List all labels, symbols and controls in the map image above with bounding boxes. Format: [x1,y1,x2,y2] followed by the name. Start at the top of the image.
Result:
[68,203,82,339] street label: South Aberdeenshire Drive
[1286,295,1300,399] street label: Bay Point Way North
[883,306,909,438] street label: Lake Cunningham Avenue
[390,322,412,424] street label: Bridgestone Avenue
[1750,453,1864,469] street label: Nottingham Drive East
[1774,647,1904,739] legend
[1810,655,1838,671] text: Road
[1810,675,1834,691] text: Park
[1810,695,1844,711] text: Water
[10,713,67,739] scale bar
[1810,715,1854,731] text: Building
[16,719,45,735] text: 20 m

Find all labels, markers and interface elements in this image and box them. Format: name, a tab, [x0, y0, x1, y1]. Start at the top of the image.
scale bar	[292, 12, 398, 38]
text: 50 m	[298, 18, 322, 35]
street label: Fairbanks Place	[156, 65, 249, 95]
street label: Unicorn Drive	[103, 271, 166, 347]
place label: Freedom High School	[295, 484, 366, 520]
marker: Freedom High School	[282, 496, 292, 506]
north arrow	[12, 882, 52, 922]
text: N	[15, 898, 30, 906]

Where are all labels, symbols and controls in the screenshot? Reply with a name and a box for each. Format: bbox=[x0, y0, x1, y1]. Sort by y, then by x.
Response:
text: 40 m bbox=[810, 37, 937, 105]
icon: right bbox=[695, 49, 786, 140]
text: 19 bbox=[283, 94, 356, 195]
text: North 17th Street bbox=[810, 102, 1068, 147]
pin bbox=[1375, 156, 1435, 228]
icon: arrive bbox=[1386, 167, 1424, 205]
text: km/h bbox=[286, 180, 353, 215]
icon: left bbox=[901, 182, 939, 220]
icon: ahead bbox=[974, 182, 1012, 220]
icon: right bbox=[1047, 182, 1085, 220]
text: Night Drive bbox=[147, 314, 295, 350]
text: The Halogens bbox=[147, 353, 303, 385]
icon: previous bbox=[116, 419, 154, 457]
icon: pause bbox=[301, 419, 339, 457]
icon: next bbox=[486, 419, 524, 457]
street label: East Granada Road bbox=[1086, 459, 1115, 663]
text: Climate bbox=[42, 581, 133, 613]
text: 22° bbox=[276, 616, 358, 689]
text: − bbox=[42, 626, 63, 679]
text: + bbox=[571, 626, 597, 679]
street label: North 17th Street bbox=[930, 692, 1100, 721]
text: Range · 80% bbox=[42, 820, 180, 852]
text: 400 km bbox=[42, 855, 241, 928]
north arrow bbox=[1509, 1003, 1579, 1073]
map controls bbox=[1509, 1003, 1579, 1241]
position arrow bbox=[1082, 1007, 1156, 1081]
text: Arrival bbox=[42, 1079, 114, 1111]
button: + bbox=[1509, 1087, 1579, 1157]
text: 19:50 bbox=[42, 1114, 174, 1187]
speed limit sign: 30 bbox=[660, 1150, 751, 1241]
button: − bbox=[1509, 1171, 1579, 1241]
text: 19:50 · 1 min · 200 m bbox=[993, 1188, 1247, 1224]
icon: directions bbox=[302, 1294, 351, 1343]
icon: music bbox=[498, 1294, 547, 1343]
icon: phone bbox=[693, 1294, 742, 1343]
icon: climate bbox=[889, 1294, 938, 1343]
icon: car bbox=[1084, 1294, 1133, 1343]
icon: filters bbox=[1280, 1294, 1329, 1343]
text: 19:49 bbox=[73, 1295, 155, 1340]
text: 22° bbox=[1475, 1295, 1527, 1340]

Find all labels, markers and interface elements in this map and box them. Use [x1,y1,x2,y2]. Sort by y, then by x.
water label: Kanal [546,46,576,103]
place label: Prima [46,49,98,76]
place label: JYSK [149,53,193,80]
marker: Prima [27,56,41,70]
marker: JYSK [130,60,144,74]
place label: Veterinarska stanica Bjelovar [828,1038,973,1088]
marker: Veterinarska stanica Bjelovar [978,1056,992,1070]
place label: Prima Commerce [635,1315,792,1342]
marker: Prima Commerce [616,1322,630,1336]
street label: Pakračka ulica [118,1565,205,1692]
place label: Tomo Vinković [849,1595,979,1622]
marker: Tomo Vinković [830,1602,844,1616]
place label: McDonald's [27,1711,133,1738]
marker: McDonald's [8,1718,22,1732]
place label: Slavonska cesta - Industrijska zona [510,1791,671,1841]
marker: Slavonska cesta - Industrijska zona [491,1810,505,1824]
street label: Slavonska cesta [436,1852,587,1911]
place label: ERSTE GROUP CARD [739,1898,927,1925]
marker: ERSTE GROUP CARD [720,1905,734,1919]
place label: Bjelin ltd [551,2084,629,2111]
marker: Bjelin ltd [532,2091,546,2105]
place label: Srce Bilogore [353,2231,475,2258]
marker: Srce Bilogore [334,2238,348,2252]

==============================

WHAT YOU HAVE TO DO => Using the data above, extract exactly the lines from the one that holds "Find all labels, markers and interface elements in this image" to the one that holds "Where are all", both ends included, and no others.

EXERCISE OUTPUT =>
Find all labels, markers and interface elements in this image and box them. Format: name, a tab, [x0, y0, x1, y1]. Start at the top of the image.
scale bar	[292, 12, 398, 38]
text: 50 m	[298, 18, 322, 35]
street label: Fairbanks Place	[156, 65, 249, 95]
street label: Unicorn Drive	[103, 271, 166, 347]
place label: Freedom High School	[295, 484, 366, 520]
marker: Freedom High School	[282, 496, 292, 506]
north arrow	[12, 882, 52, 922]
text: N	[15, 898, 30, 906]

Where are all labels, symbols and controls in the screenshot? Reply with a name and a box for each. Format: bbox=[x0, y0, x1, y1]. Sort by y, then by x.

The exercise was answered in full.